The structWSF framework is generally RESTful in design and is based on HTTP and Web protocols and open standards. The core structWSF framework comes packaged with a baseline set of about twenty Web services in CRUD (create - read - update - delete), browse, full-text and faceted search, and export and import (multiple supported formats). More services can readily be added to the system, including advanced analytics, ontology creation and management, and data visualization. All Web services are exposed via APIs and SPARQL endpoints.
The tools within structWSF (or those designed to interoperate with it) are different than traditional applications. They are designed to have generic functionality, the specific operation and expression of which is based on the inherent structure within the data and its relationships. This design approach is closer to Web 2.0 "mashup" designs, which emphasize APIs and protocols.
The Conversion, Extraction and Authoring Layer
Other engines complement these ontology-driven applications. These engines provide information extraction, RDF conversion of legacy data structs, and simple dataset authoring and exchange formats.

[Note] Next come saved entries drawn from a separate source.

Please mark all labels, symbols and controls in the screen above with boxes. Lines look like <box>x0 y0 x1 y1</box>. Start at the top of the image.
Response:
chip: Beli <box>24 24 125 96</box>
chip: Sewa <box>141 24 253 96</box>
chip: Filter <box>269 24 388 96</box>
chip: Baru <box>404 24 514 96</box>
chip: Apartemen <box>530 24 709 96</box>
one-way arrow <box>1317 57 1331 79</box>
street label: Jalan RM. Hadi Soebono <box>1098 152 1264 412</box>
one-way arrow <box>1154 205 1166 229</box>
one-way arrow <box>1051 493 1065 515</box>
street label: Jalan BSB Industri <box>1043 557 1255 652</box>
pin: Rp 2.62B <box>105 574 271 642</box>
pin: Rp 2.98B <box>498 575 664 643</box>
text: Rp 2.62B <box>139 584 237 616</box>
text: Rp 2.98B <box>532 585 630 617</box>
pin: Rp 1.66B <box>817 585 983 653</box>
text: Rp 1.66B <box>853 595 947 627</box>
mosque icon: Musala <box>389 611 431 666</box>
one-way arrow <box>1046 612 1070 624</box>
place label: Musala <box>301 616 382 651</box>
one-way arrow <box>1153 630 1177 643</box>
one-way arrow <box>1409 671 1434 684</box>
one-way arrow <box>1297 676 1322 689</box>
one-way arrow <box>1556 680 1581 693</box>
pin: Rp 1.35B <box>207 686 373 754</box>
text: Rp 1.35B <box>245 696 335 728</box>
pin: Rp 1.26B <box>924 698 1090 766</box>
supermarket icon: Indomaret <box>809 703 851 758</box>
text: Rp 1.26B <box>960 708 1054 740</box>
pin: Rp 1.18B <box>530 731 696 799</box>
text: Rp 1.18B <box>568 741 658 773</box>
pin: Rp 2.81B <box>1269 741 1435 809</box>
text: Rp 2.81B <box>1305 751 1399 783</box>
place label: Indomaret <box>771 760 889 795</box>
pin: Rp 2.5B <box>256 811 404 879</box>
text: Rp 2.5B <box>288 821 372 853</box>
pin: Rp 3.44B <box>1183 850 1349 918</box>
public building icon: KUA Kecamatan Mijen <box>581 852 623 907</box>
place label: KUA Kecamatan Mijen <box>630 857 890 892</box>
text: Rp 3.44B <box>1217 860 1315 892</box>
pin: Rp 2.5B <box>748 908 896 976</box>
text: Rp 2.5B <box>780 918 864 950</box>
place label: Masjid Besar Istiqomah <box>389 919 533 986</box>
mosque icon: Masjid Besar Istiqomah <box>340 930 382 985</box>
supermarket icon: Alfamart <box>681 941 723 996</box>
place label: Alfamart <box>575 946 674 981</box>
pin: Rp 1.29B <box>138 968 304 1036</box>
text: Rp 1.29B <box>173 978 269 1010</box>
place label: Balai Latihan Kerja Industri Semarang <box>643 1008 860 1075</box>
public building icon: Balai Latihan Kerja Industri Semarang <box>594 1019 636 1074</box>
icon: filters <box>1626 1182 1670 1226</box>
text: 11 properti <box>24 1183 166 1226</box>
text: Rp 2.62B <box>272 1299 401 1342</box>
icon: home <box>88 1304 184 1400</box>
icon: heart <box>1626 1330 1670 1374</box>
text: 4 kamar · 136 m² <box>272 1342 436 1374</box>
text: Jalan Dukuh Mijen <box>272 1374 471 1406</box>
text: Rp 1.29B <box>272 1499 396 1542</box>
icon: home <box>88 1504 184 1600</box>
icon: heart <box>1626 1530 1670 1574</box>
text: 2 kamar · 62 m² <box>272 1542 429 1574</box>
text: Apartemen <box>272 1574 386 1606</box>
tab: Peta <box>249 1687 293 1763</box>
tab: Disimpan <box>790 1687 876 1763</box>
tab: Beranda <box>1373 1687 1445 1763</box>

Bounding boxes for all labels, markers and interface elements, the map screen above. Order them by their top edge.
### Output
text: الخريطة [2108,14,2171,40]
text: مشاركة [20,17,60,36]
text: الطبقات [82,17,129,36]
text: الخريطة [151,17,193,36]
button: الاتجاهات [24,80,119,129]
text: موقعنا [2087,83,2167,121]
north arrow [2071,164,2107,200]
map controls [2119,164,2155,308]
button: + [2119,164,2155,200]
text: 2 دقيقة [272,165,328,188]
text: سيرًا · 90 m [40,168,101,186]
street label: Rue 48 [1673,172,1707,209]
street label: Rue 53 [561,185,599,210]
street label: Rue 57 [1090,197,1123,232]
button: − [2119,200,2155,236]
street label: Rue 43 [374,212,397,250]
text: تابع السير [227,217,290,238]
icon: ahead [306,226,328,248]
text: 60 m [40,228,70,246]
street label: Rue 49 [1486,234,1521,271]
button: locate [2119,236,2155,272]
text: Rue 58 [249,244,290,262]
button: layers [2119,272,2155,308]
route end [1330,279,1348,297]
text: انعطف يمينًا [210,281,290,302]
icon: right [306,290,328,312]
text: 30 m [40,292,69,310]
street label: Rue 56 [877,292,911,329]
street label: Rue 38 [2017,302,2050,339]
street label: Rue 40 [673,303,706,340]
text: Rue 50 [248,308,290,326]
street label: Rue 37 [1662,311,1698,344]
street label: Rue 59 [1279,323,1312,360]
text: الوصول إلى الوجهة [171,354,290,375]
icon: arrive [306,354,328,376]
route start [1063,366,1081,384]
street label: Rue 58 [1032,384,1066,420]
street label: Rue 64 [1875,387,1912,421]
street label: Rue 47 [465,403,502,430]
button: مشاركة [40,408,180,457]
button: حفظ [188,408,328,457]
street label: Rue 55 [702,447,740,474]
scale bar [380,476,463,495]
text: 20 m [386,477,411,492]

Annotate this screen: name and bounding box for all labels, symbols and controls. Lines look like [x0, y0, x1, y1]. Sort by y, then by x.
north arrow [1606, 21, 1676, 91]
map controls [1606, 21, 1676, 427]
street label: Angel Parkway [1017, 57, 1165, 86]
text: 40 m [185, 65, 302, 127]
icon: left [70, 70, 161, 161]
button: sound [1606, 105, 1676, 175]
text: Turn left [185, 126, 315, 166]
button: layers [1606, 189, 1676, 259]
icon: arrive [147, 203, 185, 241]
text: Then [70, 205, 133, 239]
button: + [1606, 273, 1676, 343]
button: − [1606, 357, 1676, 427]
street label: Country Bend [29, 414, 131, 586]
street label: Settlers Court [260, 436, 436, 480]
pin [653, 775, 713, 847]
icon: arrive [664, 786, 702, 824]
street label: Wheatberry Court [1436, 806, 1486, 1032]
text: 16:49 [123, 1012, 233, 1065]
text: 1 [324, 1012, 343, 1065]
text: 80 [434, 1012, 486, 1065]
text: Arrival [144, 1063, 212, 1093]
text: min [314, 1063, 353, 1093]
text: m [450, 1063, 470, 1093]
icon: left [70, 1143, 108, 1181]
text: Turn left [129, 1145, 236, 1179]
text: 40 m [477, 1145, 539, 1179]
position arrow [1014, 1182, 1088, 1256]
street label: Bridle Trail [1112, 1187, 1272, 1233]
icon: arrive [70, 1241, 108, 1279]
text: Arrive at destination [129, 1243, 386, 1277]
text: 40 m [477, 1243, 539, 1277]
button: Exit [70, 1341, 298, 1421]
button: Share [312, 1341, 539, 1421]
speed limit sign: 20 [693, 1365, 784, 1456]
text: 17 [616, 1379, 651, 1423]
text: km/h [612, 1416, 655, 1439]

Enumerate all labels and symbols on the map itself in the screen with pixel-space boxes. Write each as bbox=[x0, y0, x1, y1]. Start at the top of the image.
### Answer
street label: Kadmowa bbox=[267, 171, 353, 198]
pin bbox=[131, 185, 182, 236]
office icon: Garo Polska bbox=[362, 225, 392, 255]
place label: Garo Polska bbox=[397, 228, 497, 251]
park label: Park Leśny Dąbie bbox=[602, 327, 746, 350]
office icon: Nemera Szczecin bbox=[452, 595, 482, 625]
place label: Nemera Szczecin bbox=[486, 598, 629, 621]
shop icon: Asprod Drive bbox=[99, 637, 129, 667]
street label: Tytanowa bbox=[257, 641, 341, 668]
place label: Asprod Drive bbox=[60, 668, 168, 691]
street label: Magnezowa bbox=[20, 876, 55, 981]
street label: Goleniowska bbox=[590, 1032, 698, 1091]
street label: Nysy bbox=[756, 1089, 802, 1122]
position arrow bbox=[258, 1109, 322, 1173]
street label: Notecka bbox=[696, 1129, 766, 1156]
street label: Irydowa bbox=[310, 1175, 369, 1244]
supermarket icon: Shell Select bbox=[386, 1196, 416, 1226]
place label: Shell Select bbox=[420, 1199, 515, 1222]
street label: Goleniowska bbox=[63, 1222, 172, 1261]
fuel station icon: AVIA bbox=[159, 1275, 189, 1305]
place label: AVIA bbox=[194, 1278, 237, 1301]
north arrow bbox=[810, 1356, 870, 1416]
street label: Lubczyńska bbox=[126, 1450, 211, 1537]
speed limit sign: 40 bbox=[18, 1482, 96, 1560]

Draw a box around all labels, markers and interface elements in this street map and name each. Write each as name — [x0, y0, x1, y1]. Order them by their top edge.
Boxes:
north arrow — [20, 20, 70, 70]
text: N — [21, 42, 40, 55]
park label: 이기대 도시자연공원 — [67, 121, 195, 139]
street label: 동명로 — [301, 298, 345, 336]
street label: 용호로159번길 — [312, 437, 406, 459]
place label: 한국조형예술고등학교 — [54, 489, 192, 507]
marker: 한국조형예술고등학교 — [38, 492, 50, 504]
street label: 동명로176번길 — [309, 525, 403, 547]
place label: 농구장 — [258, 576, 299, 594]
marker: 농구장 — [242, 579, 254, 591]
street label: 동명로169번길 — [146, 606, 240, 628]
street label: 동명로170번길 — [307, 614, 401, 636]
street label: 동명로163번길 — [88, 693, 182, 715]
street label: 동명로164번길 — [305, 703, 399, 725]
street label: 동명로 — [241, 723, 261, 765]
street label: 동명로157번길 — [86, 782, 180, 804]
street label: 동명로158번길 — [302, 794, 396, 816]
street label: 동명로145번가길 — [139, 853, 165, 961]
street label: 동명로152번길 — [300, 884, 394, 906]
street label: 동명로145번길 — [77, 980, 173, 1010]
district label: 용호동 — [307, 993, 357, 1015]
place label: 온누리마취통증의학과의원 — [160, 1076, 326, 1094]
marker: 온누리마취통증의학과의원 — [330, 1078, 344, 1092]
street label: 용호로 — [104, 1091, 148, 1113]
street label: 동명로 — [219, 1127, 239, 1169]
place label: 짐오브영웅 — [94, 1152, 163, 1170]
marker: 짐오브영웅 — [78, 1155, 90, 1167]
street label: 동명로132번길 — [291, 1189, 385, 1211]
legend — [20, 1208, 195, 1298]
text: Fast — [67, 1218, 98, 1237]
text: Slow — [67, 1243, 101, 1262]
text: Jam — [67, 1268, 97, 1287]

Information extraction is important because 80% to 85% of all information resides in unstructured text. Metadata tagging through IE allows faceting, finding named entities, and inferencing over conceptual relationships. The OSF information extraction engine is scones (Subject Concepts Or Named EntitieS). It uses rather simple natural language processing (NLP) methods as informed by concept ontologies and named entity (instance record) dictionaries to help guide the extraction process. The co-occurrence of matches between concepts and entities also aids the disambiguation task. The resulting scones tags can be managed separately or fed to user interfaces or re-injected back into the original content as RDFa.
For RDF conversion ("RDFizers"), there are ones built into OSF as well as more than 150 third-party format options. Many of these converters can also work directly with major application APIs.
For dataset authoring, OSF also includes an instance record and object notation that can be serialized as JSON (called irJSON), XML (called irXML) or comma-separated values (or CSV comma-delimited files, called commON). The purpose of these notations is to provide easier authoring environments and scripting support to RDF-ready datasets. The advantage is to shield users from the nuances of RDF. The design of commON is especially geared to using spreadsheets as authoring environments for instance record tables or simple outline structures.
The Starting Layer: Existing Assets
Of course, in all cases there are existing systems hosting and managing the enterprise's core information assets. OSF is specifically designed to leverage these assets.